■ **ABOUT THIS EXERCISE**
Lines from the beginning of the entries up to and including the one with "Task: Summarize the" must be duplicated word for word; leave out all others.

■ **WORKING DATA**
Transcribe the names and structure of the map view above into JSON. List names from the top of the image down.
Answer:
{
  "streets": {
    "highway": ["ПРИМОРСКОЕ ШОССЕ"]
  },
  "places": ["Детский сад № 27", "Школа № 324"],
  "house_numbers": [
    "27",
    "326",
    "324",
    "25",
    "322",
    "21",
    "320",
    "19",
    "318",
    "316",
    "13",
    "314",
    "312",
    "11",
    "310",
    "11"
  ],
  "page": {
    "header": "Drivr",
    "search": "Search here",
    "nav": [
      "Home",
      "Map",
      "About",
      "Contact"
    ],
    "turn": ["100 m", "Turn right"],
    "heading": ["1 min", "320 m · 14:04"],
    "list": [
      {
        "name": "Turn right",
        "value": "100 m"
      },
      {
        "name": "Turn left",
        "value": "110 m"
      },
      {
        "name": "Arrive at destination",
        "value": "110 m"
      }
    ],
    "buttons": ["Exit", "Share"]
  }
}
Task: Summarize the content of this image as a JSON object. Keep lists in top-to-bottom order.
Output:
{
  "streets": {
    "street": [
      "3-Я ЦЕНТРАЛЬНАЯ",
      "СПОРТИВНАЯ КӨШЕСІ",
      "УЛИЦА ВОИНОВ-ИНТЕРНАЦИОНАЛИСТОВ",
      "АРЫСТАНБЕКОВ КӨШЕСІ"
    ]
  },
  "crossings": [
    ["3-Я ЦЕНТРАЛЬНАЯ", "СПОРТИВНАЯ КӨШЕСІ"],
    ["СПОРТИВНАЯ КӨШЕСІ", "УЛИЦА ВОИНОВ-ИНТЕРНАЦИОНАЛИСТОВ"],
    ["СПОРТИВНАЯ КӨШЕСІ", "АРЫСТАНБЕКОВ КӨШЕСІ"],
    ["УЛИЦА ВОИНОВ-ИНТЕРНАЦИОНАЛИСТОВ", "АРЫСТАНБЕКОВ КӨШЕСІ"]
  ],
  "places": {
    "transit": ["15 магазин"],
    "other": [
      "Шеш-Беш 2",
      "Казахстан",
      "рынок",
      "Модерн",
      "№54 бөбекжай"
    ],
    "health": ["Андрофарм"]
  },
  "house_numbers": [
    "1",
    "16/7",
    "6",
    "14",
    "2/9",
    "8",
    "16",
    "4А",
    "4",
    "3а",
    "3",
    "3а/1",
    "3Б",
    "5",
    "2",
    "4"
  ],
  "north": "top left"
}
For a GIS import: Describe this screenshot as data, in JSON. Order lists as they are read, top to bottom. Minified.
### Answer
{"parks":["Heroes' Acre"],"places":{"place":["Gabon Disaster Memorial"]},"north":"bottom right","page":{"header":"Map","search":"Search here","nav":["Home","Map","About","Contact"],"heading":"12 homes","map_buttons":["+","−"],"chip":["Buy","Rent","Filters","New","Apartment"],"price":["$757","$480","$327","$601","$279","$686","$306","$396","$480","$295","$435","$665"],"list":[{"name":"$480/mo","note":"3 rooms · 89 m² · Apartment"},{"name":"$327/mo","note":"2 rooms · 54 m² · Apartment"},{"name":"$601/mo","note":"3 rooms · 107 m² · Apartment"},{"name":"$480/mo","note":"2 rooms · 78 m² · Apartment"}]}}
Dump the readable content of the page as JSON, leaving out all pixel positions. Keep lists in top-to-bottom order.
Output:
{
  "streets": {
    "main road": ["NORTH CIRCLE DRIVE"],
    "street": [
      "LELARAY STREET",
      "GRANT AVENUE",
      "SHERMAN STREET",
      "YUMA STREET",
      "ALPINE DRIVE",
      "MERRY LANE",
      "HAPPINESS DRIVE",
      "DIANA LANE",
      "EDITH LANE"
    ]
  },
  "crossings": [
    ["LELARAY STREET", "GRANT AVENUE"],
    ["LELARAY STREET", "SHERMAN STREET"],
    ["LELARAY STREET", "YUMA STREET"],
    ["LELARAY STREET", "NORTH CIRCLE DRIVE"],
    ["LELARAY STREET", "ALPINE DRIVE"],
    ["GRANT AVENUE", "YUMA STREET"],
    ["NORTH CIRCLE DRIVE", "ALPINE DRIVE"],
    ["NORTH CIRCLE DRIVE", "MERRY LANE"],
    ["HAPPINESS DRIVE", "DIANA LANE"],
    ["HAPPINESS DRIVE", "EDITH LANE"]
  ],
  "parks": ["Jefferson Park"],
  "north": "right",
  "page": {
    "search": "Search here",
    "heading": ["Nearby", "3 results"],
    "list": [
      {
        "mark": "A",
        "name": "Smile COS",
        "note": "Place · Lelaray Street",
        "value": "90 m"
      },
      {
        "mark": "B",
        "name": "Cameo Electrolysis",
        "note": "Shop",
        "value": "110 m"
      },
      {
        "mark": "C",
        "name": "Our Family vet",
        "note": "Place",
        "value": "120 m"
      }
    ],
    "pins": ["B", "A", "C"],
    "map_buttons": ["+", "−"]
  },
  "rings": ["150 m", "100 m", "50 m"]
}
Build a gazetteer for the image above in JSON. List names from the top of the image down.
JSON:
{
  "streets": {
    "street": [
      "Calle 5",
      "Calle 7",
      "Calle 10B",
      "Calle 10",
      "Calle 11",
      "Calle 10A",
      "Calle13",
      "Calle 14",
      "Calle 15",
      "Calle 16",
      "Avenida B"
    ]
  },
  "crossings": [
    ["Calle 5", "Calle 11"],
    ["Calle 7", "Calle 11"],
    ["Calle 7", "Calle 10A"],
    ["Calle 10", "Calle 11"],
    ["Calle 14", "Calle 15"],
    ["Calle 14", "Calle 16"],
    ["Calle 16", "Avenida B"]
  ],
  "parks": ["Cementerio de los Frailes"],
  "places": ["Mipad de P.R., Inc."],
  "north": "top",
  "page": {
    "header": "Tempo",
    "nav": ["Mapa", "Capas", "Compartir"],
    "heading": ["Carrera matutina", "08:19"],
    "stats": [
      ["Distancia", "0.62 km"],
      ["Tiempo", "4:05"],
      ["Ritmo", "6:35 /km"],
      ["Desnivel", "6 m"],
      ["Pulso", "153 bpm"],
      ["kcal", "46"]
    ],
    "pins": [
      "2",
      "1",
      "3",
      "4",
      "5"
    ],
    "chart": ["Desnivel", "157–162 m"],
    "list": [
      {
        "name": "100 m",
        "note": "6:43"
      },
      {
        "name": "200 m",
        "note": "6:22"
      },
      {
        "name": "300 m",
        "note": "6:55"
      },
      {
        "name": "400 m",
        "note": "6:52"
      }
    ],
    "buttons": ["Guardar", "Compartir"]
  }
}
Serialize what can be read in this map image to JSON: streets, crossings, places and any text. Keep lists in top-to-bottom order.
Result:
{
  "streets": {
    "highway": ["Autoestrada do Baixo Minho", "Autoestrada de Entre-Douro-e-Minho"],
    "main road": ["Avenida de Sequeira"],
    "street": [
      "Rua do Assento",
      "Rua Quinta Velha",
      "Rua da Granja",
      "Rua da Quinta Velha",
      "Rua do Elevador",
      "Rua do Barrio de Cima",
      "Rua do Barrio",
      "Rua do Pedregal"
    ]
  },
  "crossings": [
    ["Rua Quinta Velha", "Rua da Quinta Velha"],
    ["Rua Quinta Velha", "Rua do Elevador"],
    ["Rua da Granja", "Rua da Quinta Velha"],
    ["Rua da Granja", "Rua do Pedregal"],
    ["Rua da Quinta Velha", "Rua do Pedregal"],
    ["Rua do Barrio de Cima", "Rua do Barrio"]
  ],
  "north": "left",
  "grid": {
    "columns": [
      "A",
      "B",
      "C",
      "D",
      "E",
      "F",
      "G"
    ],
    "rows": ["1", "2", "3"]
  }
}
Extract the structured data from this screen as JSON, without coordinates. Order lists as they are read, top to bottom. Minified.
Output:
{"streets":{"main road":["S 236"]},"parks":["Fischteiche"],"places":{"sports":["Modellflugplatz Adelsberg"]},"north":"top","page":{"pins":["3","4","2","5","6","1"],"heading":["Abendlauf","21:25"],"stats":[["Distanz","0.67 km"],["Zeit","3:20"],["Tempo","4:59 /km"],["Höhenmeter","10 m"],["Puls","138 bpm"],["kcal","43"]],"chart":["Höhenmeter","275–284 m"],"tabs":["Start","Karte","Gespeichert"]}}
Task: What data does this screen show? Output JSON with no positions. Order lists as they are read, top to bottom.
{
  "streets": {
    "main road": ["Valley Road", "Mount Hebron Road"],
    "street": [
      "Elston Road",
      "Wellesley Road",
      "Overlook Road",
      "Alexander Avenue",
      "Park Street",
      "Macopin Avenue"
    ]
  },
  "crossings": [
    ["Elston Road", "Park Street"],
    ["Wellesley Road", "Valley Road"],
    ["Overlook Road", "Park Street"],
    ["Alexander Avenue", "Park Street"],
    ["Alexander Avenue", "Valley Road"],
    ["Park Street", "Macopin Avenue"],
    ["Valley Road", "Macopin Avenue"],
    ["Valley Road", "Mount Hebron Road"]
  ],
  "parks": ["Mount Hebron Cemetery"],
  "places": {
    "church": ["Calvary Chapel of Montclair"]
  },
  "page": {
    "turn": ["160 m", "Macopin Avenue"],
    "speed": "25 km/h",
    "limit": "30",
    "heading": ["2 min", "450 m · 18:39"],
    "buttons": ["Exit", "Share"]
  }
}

■ **WRITTEN ANSWER**
Transcribe the names and structure of the map view above into JSON. List names from the top of the image down.
Answer:
{
  "streets": {
    "highway": ["ПРИМОРСКОЕ ШОССЕ"]
  },
  "places": ["Детский сад № 27", "Школа № 324"],
  "house_numbers": [
    "27",
    "326",
    "324",
    "25",
    "322",
    "21",
    "320",
    "19",
    "318",
    "316",
    "13",
    "314",
    "312",
    "11",
    "310",
    "11"
  ],
  "page": {
    "header": "Drivr",
    "search": "Search here",
    "nav": [
      "Home",
      "Map",
      "About",
      "Contact"
    ],
    "turn": ["100 m", "Turn right"],
    "heading": ["1 min", "320 m · 14:04"],
    "list": [
      {
        "name": "Turn right",
        "value": "100 m"
      },
      {
        "name": "Turn left",
        "value": "110 m"
      },
      {
        "name": "Arrive at destination",
        "value": "110 m"
      }
    ],
    "buttons": ["Exit", "Share"]
  }
}
Task: Summarize the content of this image as a JSON object. Keep lists in top-to-bottom order.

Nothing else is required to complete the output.